It’s been a wild ride for Horrendous, the death metal band originating between Philadelphia and South Carolina, but one that has been an exciting journey for fans of the genre to follow. Formed in 2009 by punk loving brothers Matt and Jamie Knox along with their more metal-leaning friend Damian Herring, the group started with more of a traditional death metal sound. Over four full-lengths, the band has stayed true to its roots while incorporating more and more progressive elements into their sound. The evolution of the band is one that has never felt anything other than organic and it gives fans a bit of the unexpected when guessing what the newest offering from Horrendous will be like when it hits shelves next year.

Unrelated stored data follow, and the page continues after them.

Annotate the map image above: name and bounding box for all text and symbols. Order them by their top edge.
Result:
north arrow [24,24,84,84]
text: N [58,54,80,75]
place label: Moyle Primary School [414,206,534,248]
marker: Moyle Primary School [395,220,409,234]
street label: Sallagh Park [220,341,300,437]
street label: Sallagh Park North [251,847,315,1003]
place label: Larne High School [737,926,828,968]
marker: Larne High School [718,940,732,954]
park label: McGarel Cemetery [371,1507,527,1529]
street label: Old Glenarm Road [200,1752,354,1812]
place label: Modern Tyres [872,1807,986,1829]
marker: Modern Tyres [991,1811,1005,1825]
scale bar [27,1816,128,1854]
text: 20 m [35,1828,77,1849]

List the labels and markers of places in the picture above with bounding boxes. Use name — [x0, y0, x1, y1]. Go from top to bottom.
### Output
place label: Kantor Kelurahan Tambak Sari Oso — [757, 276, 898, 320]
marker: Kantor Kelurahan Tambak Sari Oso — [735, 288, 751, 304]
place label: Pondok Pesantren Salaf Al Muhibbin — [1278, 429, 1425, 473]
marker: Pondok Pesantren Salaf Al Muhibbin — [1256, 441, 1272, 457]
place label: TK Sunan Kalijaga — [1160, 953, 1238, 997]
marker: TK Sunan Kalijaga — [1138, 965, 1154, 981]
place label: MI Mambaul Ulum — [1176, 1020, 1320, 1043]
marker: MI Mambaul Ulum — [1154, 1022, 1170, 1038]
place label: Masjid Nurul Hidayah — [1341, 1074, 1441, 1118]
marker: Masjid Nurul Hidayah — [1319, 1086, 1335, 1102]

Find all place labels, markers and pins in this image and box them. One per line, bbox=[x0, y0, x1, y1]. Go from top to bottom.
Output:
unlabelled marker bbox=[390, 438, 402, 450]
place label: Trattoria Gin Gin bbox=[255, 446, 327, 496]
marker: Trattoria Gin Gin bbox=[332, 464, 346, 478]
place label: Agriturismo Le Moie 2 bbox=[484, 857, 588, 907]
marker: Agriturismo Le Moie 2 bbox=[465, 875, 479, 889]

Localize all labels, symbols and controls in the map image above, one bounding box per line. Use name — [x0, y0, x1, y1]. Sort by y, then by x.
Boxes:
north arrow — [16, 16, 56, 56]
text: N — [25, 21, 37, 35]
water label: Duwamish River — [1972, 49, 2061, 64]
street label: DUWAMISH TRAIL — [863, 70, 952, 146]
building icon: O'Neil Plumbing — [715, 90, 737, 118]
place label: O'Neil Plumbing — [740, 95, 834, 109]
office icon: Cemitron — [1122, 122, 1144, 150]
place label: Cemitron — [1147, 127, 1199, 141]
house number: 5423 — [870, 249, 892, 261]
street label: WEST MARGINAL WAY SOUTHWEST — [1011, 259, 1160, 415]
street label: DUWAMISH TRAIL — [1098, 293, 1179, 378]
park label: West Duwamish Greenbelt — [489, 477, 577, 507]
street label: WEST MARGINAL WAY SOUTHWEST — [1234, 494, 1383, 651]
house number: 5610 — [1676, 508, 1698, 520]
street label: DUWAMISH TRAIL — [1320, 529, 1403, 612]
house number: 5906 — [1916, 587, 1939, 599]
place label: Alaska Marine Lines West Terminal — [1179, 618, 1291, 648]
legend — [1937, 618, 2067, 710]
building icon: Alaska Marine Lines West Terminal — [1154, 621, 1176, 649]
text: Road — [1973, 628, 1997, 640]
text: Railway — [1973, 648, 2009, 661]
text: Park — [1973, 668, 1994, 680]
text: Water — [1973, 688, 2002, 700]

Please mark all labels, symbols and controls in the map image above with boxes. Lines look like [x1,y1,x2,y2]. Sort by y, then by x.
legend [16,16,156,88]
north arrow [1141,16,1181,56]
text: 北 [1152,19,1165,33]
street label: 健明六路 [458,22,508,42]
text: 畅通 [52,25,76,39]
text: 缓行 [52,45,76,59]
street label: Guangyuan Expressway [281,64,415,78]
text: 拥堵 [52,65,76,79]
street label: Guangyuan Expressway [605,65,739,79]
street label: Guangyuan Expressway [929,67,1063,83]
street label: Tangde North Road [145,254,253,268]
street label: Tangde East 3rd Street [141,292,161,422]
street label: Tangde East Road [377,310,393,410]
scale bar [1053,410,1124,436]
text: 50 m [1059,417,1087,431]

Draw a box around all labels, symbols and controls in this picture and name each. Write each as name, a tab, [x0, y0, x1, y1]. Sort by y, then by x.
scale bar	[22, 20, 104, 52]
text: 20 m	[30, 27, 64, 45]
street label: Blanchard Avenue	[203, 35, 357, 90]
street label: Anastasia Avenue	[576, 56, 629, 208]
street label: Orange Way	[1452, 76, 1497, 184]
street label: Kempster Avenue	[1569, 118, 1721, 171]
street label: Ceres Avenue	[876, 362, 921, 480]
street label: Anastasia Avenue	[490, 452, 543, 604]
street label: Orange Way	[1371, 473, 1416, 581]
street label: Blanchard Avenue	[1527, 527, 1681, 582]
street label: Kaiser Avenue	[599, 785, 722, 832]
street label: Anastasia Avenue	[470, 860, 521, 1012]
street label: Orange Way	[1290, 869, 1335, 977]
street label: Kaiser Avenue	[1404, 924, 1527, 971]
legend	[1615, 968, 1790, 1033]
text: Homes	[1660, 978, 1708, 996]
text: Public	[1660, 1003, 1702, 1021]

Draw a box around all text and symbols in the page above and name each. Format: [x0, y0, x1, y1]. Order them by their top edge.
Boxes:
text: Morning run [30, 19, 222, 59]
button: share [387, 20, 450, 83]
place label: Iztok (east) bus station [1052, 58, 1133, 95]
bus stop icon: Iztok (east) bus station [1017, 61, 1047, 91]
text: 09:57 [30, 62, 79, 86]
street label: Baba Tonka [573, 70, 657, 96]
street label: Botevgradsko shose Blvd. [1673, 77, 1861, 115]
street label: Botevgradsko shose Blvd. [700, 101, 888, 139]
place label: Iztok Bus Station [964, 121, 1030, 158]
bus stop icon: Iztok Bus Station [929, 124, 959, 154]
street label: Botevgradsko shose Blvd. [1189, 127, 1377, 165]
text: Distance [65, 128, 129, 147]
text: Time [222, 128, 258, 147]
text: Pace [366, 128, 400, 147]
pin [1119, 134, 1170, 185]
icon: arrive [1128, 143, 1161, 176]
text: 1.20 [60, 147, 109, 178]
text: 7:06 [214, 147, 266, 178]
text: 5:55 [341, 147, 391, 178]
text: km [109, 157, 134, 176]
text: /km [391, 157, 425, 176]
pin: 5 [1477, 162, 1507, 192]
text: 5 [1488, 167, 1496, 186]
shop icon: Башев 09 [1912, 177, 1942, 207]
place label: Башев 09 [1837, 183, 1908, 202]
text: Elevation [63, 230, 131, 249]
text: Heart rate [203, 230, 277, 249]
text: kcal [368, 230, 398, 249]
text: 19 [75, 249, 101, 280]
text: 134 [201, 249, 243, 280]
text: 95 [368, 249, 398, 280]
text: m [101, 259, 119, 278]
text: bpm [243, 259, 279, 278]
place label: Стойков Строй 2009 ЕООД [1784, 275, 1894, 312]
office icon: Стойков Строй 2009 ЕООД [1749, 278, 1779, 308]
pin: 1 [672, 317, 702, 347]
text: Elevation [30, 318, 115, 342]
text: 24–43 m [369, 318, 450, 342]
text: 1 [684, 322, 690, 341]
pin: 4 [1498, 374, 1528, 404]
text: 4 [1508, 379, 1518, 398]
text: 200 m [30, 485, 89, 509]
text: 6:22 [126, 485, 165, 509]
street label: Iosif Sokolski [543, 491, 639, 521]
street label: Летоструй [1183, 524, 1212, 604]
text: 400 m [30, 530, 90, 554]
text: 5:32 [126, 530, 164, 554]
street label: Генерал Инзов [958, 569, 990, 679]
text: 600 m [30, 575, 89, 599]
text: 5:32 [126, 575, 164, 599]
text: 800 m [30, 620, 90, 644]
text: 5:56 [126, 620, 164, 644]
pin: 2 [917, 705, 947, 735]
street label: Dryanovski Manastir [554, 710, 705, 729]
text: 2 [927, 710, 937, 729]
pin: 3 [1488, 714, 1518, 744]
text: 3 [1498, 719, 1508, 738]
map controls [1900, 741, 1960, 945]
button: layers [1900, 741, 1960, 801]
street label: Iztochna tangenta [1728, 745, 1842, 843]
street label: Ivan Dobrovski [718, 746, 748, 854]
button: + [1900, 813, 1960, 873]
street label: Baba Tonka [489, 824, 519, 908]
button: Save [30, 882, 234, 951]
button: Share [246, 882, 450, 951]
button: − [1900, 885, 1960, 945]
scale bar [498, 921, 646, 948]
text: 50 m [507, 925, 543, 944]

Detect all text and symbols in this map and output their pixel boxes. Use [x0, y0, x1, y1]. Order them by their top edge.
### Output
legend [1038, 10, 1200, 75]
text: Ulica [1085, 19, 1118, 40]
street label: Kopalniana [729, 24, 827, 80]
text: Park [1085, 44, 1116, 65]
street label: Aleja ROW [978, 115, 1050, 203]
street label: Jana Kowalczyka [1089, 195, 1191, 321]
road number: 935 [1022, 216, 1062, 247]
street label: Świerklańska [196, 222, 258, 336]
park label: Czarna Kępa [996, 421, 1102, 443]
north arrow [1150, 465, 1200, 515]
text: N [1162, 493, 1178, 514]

Much like every other band, and person, Horrendous has had a rough few years due to the COVID-19 pandemic. Momentum that the group felt it was finally gaining through their stellar releases and touring schedule had stalled somewhat as the entirety of the world was put on hold. Now, with some sense of normality starting to slowly return to the world, Horrendous is hoping to capitalize on a music industry that is timidly getting the wind back in its sails. I recently talked with Jamie Knox about his band’s history and getting the fires relit after a forced hiatus.
First off, how did the band start? Matt and Jamie, with you two being brothers, was this something that was talked about for years and how did Damian and eventually Alex (Kulick) come onboard?
Jamie: Since we first got into punk over 20 years ago, Matt and I have been very invested in writing and playing music – playing in a serious band was always a dream and goal for us. We went through several projects together before Horrendous, starting all the way back in middle school. Many of these had more of a thrashy punk type vibe – our interest at the time was adding metal influences to fast punk. We are from PA, but we both ended up going to the University of South Carolina for college. I was there two years before Matt, and I met Damian within the first few days of school – he and I both had an interest in metal but didn’t play music together. Once Matt arrived, we wanted to continue our music and invited Damian to jam with us. We initially tried to force this metallic punk stuff on him but it didn’t really work out, so we started jamming on more death/thrash type riffs and things gelled very quickly. Within a few months we had the basics laid out for most songs that ended up on our Sweet Blasphemies demo, which was recorded Summer of 2009.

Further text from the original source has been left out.